WORK ORDER: Show all the lines in the data below that include the word "heading".

____

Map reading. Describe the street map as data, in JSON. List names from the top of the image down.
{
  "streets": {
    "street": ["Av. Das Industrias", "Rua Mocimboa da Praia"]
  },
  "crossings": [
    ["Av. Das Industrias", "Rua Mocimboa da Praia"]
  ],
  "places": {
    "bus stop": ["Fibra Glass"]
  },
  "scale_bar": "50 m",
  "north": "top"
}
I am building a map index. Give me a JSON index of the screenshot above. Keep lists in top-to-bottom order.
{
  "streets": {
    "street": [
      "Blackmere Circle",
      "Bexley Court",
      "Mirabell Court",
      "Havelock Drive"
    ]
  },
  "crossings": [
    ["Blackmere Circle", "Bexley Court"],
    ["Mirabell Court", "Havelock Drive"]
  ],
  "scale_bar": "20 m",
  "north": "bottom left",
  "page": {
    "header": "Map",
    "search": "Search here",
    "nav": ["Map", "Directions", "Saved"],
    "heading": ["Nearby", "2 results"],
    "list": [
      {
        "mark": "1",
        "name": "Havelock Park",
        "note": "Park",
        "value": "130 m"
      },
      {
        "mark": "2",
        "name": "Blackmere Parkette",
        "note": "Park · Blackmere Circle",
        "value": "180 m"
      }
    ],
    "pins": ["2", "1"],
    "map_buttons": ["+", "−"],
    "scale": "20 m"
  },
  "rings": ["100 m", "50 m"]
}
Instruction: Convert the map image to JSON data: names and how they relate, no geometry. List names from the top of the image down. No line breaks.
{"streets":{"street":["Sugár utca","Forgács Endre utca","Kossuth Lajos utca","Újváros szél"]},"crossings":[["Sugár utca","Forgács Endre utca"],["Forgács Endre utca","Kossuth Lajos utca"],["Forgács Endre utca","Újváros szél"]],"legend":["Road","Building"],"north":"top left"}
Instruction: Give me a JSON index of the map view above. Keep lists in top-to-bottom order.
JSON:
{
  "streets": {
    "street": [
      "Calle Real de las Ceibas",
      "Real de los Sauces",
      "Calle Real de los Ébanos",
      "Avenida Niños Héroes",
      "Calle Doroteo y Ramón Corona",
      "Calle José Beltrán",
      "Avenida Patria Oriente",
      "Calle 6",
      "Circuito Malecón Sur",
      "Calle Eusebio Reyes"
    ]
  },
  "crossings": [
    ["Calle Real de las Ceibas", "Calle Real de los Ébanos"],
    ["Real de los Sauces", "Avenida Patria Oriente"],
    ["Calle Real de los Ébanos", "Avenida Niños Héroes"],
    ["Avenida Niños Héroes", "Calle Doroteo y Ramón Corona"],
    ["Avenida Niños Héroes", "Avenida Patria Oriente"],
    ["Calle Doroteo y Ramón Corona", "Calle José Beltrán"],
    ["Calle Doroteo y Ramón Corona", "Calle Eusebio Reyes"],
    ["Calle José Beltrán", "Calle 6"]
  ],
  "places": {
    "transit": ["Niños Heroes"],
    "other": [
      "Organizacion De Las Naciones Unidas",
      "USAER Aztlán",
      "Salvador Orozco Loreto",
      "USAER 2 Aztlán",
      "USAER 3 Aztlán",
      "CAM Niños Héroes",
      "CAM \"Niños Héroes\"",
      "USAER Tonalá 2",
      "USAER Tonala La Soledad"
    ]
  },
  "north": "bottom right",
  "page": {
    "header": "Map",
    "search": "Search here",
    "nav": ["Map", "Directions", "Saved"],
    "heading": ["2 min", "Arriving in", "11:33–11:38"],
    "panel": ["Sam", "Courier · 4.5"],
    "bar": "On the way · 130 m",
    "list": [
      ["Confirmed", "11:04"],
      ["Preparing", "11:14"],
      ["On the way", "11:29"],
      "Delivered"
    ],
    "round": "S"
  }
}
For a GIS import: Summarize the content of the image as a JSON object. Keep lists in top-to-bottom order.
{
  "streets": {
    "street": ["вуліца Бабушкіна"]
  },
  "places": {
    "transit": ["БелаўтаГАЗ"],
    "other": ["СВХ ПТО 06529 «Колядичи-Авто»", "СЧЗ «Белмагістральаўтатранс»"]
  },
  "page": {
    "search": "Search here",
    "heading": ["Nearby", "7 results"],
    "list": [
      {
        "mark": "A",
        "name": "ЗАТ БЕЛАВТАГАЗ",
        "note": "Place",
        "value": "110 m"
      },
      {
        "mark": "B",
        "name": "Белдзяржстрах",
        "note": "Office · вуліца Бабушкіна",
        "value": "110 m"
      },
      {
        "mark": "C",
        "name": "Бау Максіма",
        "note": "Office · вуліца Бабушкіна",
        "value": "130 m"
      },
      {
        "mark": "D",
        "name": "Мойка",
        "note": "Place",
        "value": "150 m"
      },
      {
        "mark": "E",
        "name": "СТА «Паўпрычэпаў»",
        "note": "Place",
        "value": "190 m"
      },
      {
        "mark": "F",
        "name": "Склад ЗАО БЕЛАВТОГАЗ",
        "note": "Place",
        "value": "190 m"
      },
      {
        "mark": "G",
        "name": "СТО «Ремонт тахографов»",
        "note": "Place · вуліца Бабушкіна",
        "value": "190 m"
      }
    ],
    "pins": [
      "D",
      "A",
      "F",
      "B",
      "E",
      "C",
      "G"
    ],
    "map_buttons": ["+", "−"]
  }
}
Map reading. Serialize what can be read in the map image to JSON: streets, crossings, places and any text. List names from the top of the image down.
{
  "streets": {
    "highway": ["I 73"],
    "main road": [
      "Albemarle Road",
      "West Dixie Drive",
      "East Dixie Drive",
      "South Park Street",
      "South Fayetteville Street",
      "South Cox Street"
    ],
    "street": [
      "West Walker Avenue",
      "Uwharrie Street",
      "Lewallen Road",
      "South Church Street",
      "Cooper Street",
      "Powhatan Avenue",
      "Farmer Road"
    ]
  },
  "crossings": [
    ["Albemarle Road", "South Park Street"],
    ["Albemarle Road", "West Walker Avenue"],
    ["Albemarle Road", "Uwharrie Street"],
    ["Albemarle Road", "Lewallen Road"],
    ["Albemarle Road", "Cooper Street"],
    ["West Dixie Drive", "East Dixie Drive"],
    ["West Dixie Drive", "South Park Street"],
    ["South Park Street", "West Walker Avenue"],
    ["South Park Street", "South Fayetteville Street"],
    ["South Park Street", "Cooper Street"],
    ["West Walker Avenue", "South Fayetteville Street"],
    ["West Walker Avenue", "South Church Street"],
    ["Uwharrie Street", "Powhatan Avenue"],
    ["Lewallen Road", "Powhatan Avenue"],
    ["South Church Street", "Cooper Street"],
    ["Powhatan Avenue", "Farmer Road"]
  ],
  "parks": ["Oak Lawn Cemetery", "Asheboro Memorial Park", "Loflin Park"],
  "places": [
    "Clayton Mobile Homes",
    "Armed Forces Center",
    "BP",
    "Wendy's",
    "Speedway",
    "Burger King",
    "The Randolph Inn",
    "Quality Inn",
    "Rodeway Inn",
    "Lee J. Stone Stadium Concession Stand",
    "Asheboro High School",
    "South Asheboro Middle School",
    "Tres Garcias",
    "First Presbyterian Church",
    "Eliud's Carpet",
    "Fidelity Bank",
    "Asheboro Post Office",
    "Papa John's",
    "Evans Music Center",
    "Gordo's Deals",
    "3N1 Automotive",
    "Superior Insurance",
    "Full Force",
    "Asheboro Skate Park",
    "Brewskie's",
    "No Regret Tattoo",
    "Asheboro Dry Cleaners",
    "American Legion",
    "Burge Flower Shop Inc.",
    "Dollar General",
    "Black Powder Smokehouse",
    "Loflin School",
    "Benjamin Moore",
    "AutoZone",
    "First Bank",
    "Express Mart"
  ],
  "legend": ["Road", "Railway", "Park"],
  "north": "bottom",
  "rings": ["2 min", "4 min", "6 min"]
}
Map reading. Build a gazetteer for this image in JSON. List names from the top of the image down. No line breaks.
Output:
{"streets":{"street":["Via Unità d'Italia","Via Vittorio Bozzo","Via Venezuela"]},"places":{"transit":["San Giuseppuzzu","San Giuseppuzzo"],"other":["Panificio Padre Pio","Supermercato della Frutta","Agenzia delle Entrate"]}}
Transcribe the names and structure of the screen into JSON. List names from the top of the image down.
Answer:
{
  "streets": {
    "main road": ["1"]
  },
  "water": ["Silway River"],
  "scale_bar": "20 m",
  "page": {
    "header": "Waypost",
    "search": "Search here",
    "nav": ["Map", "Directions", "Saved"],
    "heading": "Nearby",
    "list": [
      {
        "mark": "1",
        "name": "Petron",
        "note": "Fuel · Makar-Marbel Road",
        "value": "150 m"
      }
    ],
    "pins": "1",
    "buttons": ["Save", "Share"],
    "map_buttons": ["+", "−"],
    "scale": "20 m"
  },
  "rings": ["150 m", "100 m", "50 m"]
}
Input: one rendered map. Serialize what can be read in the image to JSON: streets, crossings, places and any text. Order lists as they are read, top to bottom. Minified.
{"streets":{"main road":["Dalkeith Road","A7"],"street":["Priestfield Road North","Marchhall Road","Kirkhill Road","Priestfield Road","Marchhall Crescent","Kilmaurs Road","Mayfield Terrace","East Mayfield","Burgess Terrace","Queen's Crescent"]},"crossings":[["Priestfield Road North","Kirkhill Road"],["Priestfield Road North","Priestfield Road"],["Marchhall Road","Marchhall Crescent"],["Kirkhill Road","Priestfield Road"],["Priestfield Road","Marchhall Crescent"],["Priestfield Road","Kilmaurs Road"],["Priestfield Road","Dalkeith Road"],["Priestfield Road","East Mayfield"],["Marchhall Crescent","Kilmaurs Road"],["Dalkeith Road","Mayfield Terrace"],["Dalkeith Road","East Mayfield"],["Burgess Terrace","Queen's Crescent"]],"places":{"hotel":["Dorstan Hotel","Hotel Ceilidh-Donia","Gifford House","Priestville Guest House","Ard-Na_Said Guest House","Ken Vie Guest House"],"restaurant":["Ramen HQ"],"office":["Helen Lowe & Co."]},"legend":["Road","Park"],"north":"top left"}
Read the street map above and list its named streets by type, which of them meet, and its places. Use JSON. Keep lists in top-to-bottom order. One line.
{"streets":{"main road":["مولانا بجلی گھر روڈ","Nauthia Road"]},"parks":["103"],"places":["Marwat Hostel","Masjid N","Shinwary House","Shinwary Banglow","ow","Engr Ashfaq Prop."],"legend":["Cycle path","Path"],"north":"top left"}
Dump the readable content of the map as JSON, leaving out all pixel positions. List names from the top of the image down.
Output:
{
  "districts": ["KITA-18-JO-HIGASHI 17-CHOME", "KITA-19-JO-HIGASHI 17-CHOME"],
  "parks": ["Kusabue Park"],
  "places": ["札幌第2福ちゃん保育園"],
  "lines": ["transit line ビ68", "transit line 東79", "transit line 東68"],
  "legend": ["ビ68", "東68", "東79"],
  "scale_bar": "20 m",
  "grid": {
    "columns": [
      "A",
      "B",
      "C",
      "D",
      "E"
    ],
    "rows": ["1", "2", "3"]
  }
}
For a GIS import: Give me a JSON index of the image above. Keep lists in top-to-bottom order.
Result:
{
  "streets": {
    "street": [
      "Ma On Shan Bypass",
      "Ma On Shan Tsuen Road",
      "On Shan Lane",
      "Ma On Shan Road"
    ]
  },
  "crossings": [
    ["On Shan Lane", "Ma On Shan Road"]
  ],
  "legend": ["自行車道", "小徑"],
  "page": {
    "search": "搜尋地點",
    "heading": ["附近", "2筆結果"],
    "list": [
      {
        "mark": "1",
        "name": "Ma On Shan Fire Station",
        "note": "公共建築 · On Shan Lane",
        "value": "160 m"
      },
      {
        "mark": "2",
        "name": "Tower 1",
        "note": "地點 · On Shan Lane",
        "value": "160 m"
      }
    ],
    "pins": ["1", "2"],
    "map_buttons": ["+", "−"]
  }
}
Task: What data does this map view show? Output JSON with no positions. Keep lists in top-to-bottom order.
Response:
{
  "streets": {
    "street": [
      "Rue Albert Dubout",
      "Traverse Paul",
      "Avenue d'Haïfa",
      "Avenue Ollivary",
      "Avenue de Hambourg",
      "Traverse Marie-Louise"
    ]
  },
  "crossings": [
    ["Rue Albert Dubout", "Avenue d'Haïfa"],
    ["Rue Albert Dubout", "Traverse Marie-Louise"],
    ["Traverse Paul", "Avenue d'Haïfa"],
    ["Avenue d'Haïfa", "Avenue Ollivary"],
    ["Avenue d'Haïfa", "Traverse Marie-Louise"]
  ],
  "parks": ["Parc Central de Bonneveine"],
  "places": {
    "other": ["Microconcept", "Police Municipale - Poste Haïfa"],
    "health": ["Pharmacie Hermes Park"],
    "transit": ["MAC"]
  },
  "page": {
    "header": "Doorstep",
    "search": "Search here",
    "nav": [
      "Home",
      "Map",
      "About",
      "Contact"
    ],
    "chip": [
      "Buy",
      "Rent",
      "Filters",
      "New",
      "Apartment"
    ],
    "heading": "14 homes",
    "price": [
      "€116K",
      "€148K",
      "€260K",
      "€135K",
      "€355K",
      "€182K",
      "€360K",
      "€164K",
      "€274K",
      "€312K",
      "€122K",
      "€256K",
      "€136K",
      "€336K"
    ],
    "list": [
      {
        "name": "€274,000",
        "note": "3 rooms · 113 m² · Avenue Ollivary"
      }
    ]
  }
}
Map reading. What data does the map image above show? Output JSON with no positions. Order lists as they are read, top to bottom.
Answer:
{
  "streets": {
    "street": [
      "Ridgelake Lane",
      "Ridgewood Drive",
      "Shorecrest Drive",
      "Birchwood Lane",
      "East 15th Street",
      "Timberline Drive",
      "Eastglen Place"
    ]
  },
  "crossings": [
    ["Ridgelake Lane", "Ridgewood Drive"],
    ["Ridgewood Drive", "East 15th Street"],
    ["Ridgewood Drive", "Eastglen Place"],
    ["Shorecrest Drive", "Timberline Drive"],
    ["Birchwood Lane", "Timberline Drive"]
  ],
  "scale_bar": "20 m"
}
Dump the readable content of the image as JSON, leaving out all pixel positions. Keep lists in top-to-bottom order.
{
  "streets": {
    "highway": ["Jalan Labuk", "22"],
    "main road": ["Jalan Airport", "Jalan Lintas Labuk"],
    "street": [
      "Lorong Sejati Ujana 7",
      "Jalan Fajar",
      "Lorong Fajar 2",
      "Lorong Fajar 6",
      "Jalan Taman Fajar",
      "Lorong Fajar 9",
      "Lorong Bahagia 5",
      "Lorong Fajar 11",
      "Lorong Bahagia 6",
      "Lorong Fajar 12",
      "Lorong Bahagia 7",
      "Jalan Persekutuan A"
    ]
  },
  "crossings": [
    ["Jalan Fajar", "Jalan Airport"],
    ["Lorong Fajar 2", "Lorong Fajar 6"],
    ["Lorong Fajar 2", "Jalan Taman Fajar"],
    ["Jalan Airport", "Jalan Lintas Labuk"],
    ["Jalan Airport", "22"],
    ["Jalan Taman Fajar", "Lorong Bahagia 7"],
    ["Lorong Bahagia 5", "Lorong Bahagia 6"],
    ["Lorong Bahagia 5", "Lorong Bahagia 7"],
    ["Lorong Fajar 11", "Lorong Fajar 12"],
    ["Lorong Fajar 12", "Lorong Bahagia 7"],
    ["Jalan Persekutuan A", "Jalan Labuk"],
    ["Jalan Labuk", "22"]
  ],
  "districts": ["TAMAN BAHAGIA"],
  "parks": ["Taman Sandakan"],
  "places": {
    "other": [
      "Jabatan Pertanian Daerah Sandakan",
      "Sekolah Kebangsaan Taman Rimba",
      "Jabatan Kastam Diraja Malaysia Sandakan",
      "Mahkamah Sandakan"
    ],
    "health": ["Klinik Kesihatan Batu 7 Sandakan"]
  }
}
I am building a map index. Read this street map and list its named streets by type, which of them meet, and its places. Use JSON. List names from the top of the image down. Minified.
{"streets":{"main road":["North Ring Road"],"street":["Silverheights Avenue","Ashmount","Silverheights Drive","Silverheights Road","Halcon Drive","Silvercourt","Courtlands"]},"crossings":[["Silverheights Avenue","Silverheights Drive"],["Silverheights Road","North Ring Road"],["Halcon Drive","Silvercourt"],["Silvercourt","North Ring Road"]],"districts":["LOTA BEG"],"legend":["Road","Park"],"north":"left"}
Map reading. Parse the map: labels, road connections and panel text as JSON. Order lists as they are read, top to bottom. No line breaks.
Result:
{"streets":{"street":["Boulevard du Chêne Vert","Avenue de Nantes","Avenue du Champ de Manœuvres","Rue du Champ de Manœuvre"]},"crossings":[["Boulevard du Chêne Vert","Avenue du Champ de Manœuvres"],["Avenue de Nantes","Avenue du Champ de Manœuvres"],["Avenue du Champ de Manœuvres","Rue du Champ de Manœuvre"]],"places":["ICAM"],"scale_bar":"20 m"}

____

PROBLEM SOLUTION:
    "heading": ["Nearby", "2 results"],
    "heading": ["2 min", "Arriving in", "11:33–11:38"],
    "heading": ["Nearby", "7 results"],
    "heading": "Nearby",
    "heading": ["附近", "2筆結果"],
    "heading": "14 homes",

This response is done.